The MLR analysis of Canadian power plants revealed that the construction time is strongly dependent on the installed capacity of the power plant, shown by all the models (Equations (
2)–(
6)) requiring the inclusion of the power plant size through the MW variable. The construction time is also a function of the type of technology, as the analyses demonstrated that hydro and nuclear power plants required separate models (Equations (
4)–(
6)) to accurately estimate their construction time compared to a model developed from hydro, nuclear, and wind (Equation (
2)).
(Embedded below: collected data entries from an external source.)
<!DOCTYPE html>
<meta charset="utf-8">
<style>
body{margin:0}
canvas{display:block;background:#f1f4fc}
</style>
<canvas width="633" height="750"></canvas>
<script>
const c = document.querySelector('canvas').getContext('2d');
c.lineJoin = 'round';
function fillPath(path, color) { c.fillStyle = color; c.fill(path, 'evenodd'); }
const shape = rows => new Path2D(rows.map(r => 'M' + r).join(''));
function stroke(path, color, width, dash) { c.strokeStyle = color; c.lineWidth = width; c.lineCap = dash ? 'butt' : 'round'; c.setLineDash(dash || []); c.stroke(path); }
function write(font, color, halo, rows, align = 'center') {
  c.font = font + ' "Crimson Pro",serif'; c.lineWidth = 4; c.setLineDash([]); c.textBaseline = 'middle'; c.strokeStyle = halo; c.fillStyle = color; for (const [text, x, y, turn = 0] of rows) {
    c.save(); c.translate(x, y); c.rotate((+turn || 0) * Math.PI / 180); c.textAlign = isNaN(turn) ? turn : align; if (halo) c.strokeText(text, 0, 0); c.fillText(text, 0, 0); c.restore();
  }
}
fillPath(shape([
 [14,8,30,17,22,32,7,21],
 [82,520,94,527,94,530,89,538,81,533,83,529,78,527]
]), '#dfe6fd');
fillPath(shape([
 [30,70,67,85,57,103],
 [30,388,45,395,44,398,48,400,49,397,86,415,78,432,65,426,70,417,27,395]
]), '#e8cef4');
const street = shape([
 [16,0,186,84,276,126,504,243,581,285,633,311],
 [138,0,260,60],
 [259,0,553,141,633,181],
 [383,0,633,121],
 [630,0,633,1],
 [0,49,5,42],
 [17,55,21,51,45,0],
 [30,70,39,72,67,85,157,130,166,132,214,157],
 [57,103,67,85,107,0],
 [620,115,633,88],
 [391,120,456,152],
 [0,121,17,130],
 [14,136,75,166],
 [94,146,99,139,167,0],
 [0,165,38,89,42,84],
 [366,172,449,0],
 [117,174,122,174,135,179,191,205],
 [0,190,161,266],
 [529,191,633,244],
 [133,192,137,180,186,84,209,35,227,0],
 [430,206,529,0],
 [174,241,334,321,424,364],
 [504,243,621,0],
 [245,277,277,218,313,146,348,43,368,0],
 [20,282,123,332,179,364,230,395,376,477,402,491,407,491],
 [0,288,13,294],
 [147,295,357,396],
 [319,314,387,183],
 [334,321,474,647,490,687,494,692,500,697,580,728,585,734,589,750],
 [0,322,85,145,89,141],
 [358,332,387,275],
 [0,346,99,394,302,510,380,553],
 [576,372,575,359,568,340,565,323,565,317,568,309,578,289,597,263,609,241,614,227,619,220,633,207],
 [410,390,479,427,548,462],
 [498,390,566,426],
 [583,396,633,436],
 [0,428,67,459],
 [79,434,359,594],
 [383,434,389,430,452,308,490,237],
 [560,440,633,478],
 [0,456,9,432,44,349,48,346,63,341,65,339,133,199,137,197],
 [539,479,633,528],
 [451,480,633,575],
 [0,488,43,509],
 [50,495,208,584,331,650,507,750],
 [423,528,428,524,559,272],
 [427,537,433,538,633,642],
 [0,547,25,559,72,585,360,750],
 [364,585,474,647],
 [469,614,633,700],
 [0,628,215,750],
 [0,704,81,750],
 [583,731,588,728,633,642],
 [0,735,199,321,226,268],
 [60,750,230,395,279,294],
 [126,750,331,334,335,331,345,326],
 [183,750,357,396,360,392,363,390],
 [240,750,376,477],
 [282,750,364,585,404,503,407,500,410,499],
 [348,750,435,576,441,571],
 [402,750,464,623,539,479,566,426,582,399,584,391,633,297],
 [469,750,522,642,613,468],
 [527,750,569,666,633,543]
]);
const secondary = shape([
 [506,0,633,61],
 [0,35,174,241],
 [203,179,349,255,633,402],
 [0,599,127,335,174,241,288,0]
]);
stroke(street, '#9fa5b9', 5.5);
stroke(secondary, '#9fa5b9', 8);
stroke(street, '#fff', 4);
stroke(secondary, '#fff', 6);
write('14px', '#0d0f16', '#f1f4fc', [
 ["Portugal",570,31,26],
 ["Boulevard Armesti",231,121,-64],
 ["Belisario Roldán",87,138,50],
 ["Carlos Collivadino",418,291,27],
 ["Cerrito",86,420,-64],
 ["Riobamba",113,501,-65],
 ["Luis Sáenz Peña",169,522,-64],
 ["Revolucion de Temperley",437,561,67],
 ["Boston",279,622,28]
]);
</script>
Lastly, the construction time is a function of location, as both the hydro and nuclear models required location indicators.
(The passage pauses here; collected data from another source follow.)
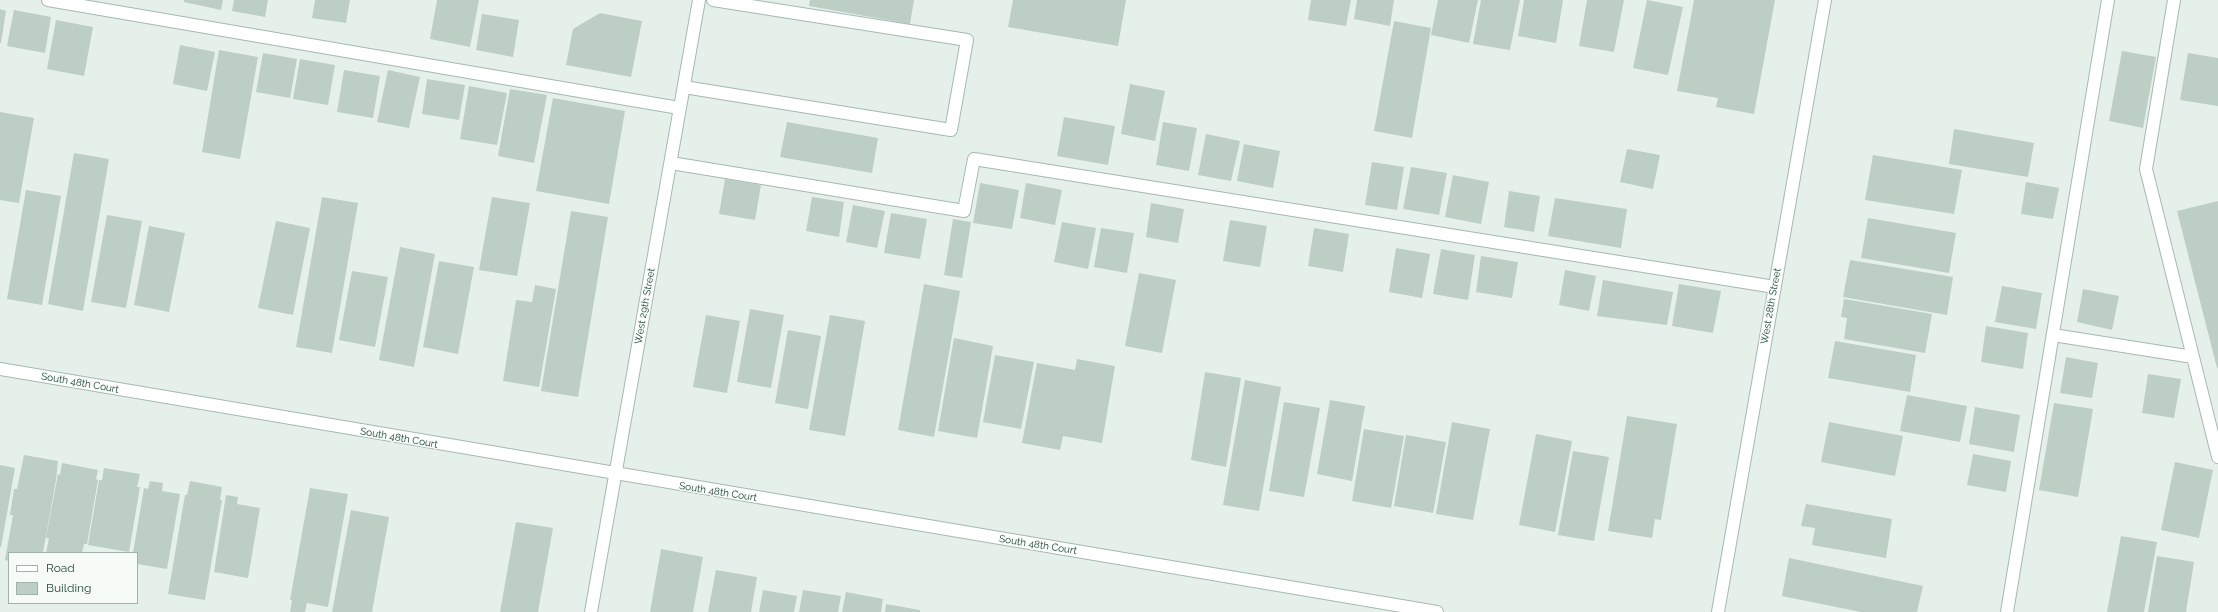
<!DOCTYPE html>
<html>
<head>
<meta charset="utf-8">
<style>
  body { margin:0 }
  #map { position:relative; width:2218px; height:612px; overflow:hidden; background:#e5f0ea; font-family:Raleway,sans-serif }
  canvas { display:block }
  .legend { position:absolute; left:8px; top:552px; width:130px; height:52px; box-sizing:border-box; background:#f7fbf8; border:1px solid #a1b2ab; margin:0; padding:5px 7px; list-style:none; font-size:12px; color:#214538 }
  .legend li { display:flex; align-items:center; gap:8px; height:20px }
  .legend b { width:20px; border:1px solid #a1b2ab }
</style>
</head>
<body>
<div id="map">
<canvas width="2218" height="612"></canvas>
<ul class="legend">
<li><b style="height:5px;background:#fff"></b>Road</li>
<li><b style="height:11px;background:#bdcec5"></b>Building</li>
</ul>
</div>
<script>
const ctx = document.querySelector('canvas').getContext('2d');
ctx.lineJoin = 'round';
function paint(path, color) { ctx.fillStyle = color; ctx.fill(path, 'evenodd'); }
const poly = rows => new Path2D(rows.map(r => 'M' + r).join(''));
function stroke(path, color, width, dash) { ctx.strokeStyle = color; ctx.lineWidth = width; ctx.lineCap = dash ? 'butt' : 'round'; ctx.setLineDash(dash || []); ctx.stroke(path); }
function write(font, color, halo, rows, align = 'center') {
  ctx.font = font + ' Raleway,sans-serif'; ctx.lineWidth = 3; ctx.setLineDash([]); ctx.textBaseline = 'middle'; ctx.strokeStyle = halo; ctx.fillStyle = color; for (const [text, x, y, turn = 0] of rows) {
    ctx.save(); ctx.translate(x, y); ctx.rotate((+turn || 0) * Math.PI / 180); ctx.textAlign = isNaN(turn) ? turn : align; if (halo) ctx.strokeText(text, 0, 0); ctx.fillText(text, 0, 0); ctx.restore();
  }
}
const building = poly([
  [184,0,223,0,221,10,184,2],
  [234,0,268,0,265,17,232,11],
  [315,0,350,0,346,23,312,18],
  [437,0,479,0,470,47,430,39],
  [810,0,914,0,910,24,809,6],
  [1013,0,1126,0,1118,46,1008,27],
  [1311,0,1351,0,1346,26,1308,20],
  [1357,0,1394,0,1390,26,1354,19],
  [1438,0,1478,0,1469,43,1431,35],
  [1481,0,1520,0,1510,50,1473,44],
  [1524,0,1563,0,1556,43,1518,36],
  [1587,0,1624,0,1614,52,1579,46],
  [1647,0,1683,7,1668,75,1633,68],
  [1694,0,1775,0,1754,114,1716,107,1718,98,1677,91],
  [0,9,6,11,1,43,0,43],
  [14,10,51,17,45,53,7,46],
  [600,13,642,21,631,77,566,65,573,29],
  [482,14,519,20,513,57,476,50],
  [56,20,93,27,84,76,47,69],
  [1394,21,1431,28,1412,138,1374,131],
  [180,45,215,52,207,91,173,84],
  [219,50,258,57,240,159,202,152],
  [2122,51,2156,57,2143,128,2109,121],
  [263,53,297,59,290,98,256,92],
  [2188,53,2218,58,2218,106,2180,100],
  [300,59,335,65,328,105,293,99],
  [344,70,380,76,373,118,337,112],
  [388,70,420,77,409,128,377,122],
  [427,79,465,85,459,120,422,114],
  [1130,84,1165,91,1155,141,1121,134],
  [469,86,507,93,497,145,460,139],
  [510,89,547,95,534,163,498,156],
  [553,98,625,111,609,204,536,191],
  [0,112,34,118,19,203,0,200],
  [1064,117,1115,126,1108,165,1057,156],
  [787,122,878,138,872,173,780,157],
  [1163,122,1197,128,1189,171,1156,165],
  [1954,129,2034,143,2028,177,1949,164],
  [1206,134,1240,141,1231,181,1198,175],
  [1244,144,1280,151,1273,188,1237,181],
  [1627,149,1660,155,1653,189,1620,182],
  [74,153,109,159,83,311,48,304],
  [1873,155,1962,170,1954,214,1865,200],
  [1372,162,1404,167,1397,210,1365,205],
  [1411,167,1447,173,1439,215,1403,209],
  [1453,175,1489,182,1481,224,1445,217],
  [725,179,761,185,755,220,719,214],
  [2026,182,2059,188,2053,219,2021,214],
  [980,183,1019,190,1012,229,973,223],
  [1026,183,1062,190,1055,225,1020,218],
  [26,190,61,196,42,305,7,299],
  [1509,191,1540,196,1534,232,1504,227],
  [322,197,358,203,332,353,296,347],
  [492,197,530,203,517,276,479,270],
  [812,197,844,202,839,237,806,231],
  [1555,198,1627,209,1621,248,1548,236],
  [2218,201,2218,368,2217,368,2177,211],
  [1151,203,1184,209,1178,243,1146,237],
  [853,205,885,211,877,248,846,242],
  [571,211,608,217,578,397,541,391],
  [891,213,927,219,920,259,884,253],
  [107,215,142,221,126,308,91,302],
  [1868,218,1956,233,1949,273,1861,258],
  [953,219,971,222,962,278,944,275],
  [1230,220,1267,226,1260,267,1223,261],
  [276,221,310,228,293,315,258,308],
  [1062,222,1096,228,1088,269,1054,262],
  [149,226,185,233,169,312,134,305],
  [1101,228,1134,233,1127,273,1094,267],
  [1314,228,1349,234,1343,272,1308,266],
  [400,247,435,254,414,367,379,360],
  [1396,248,1430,254,1422,298,1389,292],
  [1441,249,1475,255,1468,300,1433,294],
  [1481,256,1518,262,1512,298,1476,292],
  [1850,260,1953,277,1947,315,1843,297],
  [439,261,474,267,458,354,423,347],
  [1565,270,1596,276,1589,311,1559,305],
  [352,271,388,277,375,347,339,340],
  [1139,273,1176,280,1162,353,1125,346],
  [1603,280,1673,292,1667,325,1597,316],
  [924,284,960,291,934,437,898,430],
  [1679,284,1721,291,1713,333,1672,326],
  [535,285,556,289,539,387,503,381,516,300,532,302],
  [2002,286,2042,293,2036,329,1995,322],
  [2083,289,2119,296,2112,330,2077,322],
  [1844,299,1932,314,1925,353,1844,339,1847,318,1841,317],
  [750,309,784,315,771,388,737,382],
  [706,315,740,321,727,393,693,387],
  [830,315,865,321,845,436,809,430],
  [1986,326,2028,333,2023,369,1981,362],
  [788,330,821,336,808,409,775,403],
  [954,338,993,346,977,438,938,431],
  [1835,341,1916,355,1910,392,1828,378],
  [995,355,1034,362,1021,429,983,422],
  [2066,357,2098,363,2092,398,2060,393],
  [1077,359,1115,366,1102,443,1063,436,1060,450,1022,443,1037,363,1075,370],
  [1205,372,1241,378,1226,467,1191,460],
  [2148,374,2181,379,2174,418,2142,413],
  [1245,380,1281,387,1259,511,1223,505],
  [1907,395,1967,406,1960,442,1900,431],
  [1330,400,1365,406,1352,481,1317,474],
  [1284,402,1320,408,1304,497,1269,491],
  [2054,403,2093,409,2078,497,2039,490],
  [1975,407,2020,415,2014,452,1969,444],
  [1627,416,1677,424,1661,520,1655,519,1652,538,1608,531],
  [1452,422,1490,429,1473,520,1436,514],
  [1829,422,1903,436,1895,476,1821,462],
  [1364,429,1404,436,1391,508,1352,501],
  [1536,434,1572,441,1555,532,1519,525],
  [1406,435,1446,442,1433,513,1394,506],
  [1573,451,1609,457,1594,541,1558,535],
  [1973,454,2011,461,2006,492,1967,485],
  [24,455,58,461,56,480,43,553,9,553,9,561,5,560,13,515,10,515,14,489,17,489],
  [2175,462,2213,470,2199,538,2161,530],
  [62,463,98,470,96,479,98,480,87,544,84,544,82,553,46,553,49,538,46,538,58,474,60,475],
  [0,465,15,468,1,547,0,547],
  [104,468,140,474,137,487,140,487,129,552,88,545,99,480,102,480],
  [150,481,163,483,162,491,180,494,167,569,137,564,137,553,133,553,144,488,148,489],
  [190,481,222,487,220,500,222,500,205,600,168,594,185,495,187,495],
  [310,488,348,494,328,607,307,603,305,612,290,612,292,600,290,600],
  [226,495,238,497,237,504,260,508,248,578,214,572],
  [1806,504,1892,519,1886,558,1812,545,1815,528,1801,526],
  [351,510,389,517,372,612,332,612],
  [516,522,553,528,538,612,500,612],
  [2121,536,2157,542,2144,612,2107,612],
  [661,549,703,557,693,612,650,612],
  [2157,556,2194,562,2186,612,2148,612],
  [1789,558,1923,586,1917,612,1861,612,1782,596],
  [716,570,757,577,751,612,708,612],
  [763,590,797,596,794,612,759,612],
  [803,590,841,596,838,612,799,612],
  [846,592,883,599,881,612,842,612],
  [886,604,920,610,920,612,885,612]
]);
const lane = poly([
  [48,0,679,108],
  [2174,0,2146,169,2218,457],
  [684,87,951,130,967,40,713,0],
  [671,163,964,211,974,159,1775,287],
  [2053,335,2193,357],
  [2007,612,2108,0]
]);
const street = poly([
  [0,369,1437,612],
  [591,612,699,0],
  [1718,612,1825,0]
]);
const streetNames = [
  ["West 29th Street",645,306,-80],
  ["West 28th Street",1771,306,-80],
  ["South 48th Court",80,383,10],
  ["South 48th Court",399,438,10],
  ["South 48th Court",718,492,9],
  ["South 48th Court",1038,545,9]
];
paint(building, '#bdcec5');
stroke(lane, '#a6b9b1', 14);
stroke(street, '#a6b9b1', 14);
stroke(lane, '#fff', 12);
stroke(street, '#fff', 12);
write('10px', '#214538', '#f7fbf8', streetNames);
</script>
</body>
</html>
The inclusion of technology indicators on construction time means that an accurate estimate of the construction time for novel power plants may be difficult in jurisdictions where no power plants of that type currently exist. Construction planners are recommended to use the worst case, i.e., longest construction time, from existing technologies. In the Canadian context, the regression model developed here for hydroelectric facilities is recommended. These regression models are also of use to policy developers because there is typically a policy window within which a policy should be enacted. Policy analysts aiming to encourage the use of more utility-scale renewable energy are recommended to use the regression models to estimate how long the power plants will take to construct. This duration will indicate how long a particular construction may remain at the forefront of the public’s perception. The duration will also help with planning to meet environmental targets. Lastly, the inclusion of jurisdictions in the models suggests that policy planners should examine the policies implemented by certain Canadian provinces that may have eased the implementation of power plant technologies.
The development of regression models for the construction time of Canadian utility-scale power plants fills a gap in the knowledge of construction time and time overruns for energy infrastructure. These models have several limitations, the major limitation being that the models were developed with publicly available data. As a result, not every power plant in Canada was used in the regression analyses as many power plants have not released the necessary data. For this research to continue further, power plant construction companies and energy ministries are encouraged to make time line data publicly available. A second limitation is that the end times of the construction may not be uniformly defined across the entire data set. Some reported end of construction times were when a power plant was grid connected, while others used when a generator became operational. The last limitation is that the start times of the construction varied where some facilities used the issuance of government licenses as the start, while others used the breaking of ground as the start.